Task details: The required result is each line of the entries below containing the string "buttons".

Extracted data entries
==================================================

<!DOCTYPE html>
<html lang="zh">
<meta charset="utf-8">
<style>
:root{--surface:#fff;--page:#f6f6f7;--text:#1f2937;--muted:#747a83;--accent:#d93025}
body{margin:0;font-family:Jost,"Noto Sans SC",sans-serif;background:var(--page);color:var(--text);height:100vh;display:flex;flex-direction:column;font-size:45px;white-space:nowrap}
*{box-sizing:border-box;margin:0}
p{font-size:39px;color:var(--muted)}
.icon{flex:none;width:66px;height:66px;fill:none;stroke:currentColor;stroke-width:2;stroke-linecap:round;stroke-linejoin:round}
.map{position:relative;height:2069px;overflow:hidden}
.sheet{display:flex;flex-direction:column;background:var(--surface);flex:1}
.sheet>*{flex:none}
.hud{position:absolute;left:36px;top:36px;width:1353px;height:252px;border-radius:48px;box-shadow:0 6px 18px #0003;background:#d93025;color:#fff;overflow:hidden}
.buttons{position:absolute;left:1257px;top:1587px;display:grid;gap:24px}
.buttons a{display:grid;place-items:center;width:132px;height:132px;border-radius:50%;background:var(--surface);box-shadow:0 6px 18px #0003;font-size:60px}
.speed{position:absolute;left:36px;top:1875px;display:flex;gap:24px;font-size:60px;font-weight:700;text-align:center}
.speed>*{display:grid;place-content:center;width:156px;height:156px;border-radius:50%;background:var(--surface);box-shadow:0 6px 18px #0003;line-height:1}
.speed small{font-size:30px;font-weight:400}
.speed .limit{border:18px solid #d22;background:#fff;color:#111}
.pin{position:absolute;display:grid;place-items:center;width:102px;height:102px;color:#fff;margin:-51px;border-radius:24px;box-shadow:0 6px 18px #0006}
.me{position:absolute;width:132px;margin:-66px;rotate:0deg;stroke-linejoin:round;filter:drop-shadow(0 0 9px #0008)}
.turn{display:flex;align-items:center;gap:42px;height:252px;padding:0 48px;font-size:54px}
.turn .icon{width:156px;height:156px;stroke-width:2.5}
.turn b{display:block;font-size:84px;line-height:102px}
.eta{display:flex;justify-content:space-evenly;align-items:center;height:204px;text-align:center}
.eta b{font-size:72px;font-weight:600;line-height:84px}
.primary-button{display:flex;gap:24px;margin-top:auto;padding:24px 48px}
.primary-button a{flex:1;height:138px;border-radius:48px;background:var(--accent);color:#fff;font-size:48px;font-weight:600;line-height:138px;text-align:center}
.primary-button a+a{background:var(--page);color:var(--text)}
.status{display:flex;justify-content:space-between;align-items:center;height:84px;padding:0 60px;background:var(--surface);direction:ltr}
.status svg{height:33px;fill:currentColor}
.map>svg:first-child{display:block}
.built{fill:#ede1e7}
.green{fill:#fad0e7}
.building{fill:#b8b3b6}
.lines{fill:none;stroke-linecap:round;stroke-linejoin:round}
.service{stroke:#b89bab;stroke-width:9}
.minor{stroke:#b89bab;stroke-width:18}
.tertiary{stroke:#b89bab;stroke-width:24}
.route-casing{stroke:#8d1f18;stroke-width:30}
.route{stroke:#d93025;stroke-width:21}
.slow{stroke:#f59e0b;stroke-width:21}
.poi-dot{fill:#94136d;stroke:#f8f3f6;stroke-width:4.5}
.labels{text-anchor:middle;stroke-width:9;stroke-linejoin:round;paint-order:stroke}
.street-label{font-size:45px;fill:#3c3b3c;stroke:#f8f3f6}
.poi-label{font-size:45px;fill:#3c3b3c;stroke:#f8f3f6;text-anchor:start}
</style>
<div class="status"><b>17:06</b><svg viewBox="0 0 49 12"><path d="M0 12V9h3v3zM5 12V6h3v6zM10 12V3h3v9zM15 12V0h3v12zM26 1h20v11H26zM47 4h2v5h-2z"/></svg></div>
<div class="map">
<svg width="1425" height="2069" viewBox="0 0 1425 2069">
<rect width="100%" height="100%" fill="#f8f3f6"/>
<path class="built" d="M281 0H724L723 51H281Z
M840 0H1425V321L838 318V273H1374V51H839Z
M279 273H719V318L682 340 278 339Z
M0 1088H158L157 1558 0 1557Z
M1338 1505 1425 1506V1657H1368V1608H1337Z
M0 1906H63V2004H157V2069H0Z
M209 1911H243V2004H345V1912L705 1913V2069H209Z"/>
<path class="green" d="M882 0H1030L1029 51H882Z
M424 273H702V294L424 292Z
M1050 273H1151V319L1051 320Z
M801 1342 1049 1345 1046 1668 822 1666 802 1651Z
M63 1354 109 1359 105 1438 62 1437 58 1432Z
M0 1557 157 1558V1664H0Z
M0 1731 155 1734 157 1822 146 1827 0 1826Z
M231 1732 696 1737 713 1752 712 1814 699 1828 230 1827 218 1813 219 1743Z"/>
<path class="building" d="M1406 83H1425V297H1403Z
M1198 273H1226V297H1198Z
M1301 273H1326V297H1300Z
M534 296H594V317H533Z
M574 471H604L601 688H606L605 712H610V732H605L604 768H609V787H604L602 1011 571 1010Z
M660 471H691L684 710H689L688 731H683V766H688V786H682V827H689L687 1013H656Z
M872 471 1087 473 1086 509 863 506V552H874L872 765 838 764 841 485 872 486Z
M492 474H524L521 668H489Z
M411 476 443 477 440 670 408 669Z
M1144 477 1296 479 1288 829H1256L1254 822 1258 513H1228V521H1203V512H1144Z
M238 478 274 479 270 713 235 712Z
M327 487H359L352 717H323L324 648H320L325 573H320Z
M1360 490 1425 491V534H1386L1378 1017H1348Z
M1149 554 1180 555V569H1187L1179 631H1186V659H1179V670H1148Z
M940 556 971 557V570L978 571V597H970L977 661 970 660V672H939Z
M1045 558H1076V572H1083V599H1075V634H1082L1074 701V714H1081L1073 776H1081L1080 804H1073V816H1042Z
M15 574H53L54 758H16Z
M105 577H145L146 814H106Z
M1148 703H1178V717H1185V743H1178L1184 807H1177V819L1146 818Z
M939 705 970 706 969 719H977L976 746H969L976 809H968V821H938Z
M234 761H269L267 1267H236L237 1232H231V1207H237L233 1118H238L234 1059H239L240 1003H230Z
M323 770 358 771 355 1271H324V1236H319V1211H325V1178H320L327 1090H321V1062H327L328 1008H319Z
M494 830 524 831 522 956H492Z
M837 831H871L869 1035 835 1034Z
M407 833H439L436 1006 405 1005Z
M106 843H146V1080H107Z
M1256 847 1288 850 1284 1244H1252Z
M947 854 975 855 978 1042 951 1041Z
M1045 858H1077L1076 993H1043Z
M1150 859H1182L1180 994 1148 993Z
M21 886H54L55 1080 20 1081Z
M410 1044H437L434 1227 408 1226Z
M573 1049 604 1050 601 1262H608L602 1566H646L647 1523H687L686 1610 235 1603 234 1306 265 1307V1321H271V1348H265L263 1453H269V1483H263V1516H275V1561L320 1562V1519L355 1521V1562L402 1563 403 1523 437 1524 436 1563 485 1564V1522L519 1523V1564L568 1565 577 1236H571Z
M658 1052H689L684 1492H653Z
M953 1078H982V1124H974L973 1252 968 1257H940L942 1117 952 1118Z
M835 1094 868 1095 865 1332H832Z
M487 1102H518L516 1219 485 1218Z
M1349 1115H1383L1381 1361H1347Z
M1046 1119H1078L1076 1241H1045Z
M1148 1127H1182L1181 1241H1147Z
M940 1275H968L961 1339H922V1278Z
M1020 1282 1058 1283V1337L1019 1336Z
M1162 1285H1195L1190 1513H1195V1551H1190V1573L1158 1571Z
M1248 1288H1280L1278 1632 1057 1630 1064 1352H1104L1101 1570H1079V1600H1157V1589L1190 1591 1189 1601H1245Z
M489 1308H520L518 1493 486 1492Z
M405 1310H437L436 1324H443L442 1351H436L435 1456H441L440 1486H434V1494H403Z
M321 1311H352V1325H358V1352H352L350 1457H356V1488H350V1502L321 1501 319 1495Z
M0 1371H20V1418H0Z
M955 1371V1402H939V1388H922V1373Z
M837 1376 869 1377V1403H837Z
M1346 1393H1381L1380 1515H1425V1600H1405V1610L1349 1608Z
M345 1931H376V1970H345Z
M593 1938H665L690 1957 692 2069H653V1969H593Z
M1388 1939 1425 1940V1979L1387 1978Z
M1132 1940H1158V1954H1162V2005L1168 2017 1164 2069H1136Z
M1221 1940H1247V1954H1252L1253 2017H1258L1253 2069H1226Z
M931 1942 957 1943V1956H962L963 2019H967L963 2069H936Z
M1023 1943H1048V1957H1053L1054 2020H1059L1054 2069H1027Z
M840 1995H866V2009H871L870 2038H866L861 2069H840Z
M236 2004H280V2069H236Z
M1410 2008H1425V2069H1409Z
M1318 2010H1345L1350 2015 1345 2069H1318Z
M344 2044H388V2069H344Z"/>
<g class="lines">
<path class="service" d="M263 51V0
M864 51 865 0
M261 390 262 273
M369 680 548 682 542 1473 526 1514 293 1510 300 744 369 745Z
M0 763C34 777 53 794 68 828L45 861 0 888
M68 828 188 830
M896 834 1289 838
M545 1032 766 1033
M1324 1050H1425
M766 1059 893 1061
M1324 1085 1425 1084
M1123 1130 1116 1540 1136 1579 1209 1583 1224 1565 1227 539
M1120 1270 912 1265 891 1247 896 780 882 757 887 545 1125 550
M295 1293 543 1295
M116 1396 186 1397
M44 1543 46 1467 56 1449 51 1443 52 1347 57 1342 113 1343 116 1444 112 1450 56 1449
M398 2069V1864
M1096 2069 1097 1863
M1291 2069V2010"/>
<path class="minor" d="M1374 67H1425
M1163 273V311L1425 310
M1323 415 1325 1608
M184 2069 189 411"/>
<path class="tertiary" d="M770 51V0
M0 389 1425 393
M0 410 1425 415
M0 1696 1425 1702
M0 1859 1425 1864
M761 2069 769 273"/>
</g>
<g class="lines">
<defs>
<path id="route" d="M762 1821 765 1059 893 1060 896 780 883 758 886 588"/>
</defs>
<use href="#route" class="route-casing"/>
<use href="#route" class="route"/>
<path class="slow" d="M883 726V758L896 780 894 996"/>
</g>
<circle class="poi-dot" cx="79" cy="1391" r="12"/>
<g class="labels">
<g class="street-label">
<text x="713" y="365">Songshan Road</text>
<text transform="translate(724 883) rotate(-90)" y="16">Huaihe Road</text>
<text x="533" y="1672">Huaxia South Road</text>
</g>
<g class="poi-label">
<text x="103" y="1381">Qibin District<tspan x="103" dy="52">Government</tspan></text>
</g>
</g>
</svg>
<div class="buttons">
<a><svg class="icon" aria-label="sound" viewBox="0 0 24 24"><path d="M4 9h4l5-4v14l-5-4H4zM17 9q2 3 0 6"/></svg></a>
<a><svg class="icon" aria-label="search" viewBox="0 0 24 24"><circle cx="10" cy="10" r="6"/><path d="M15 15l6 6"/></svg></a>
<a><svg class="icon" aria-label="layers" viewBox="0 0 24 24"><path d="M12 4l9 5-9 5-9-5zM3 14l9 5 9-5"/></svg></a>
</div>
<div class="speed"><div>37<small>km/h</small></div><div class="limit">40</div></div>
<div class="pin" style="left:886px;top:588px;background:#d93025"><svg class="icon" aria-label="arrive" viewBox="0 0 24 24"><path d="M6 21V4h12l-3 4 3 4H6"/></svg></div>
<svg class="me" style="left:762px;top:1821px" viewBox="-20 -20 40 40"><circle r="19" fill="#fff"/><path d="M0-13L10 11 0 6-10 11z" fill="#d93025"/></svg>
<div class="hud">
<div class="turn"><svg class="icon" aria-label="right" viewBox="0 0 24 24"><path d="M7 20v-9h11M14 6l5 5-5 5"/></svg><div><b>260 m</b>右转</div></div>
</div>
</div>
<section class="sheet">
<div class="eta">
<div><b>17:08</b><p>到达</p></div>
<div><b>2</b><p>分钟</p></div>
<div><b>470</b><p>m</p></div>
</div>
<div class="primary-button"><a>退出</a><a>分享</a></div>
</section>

==================================================

Exercise answer:
.buttons{position:absolute;left:1257px;top:1587px;display:grid;gap:24px}
.buttons a{display:grid;place-items:center;width:132px;height:132px;border-radius:50%;background:var(--surface);box-shadow:0 6px 18px #0003;font-size:60px}
<div class="buttons">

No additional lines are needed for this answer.